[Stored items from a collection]
+ + +

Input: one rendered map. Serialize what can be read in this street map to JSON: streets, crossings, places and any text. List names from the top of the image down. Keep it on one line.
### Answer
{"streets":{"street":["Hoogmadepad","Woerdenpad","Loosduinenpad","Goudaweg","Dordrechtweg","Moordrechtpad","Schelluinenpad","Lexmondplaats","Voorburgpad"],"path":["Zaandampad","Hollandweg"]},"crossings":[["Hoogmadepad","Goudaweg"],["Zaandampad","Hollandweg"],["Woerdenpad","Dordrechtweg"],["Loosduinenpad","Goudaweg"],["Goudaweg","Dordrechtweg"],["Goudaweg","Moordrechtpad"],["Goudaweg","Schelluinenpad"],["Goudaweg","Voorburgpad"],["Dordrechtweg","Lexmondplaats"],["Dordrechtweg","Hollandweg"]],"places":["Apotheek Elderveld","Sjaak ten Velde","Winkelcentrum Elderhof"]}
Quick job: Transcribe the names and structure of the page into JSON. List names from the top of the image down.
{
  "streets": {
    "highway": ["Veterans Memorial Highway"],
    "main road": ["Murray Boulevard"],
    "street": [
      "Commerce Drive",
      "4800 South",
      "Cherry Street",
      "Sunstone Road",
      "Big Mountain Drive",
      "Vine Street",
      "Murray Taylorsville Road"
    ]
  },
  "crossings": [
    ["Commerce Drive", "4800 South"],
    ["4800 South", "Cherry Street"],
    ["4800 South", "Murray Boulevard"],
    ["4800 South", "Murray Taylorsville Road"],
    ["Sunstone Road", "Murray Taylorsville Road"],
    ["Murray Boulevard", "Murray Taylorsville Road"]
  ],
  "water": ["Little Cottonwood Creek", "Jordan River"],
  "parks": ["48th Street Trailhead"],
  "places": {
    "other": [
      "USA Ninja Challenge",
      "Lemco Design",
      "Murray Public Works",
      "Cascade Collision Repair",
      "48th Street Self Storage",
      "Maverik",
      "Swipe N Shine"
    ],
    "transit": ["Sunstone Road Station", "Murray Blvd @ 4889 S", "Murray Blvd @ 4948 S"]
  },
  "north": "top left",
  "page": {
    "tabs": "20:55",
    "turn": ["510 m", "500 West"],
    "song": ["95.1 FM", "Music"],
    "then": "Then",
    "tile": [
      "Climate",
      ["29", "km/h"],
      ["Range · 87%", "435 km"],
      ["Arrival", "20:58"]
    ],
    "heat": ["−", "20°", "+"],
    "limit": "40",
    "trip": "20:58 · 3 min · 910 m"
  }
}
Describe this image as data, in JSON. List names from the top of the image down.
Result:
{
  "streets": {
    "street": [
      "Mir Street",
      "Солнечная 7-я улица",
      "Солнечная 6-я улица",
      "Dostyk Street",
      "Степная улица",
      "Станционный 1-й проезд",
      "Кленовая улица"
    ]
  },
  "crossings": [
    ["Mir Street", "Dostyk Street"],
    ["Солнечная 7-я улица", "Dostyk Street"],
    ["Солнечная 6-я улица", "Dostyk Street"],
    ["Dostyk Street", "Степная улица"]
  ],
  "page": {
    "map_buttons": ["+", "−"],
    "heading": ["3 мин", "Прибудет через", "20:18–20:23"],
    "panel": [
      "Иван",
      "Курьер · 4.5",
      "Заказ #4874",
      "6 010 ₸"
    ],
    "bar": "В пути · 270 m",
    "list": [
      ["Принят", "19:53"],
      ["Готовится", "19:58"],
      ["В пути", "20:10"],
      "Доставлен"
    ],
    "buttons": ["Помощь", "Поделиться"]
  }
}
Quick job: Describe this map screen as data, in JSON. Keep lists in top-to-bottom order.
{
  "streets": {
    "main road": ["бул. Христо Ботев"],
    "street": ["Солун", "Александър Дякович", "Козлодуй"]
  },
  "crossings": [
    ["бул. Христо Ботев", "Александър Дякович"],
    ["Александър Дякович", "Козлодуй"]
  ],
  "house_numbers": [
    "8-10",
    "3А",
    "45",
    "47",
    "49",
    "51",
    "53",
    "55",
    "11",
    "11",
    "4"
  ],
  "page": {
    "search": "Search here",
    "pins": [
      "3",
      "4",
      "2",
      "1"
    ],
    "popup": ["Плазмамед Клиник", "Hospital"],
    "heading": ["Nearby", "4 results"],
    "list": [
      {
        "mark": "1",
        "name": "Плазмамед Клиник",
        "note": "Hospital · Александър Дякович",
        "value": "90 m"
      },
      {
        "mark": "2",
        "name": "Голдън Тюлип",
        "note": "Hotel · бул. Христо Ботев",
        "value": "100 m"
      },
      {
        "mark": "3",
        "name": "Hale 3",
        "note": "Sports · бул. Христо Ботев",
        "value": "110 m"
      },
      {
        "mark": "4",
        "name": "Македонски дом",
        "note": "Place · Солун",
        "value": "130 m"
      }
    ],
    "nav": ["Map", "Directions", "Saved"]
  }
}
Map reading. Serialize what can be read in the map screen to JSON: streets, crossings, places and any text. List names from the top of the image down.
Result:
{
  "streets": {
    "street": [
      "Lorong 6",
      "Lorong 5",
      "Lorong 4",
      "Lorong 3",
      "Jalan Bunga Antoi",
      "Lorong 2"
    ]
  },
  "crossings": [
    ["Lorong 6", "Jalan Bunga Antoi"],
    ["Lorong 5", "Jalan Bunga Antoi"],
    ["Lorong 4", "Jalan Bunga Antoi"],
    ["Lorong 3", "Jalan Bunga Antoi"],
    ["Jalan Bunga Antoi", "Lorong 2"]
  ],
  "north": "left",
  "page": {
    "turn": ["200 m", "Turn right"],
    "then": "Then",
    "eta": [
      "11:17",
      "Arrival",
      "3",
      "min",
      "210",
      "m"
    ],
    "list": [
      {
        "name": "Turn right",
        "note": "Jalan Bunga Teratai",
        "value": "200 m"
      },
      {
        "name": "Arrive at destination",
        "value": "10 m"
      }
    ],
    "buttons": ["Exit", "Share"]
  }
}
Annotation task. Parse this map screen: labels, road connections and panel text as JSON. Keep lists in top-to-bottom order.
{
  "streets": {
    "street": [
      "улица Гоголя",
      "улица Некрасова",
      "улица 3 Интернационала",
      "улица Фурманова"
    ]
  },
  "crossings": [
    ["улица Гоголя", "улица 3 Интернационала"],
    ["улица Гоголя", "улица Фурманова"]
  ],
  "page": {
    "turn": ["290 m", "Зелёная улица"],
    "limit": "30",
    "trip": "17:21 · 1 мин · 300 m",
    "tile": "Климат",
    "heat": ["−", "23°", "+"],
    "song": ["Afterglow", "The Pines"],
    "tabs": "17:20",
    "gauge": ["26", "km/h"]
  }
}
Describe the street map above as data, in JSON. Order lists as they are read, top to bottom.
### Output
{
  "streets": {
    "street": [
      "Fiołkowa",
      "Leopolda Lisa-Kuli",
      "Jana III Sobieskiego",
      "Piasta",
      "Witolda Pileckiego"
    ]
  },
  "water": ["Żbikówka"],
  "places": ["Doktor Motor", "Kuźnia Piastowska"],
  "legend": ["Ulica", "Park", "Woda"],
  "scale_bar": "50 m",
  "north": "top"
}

+ + +

### Problem
Wherever a line in the data above contains the word "Boulevard", copy that line.

### Response to this exercise
    "main road": ["Murray Boulevard"],
    ["4800 South", "Murray Boulevard"],
    ["Murray Boulevard", "Murray Taylorsville Road"]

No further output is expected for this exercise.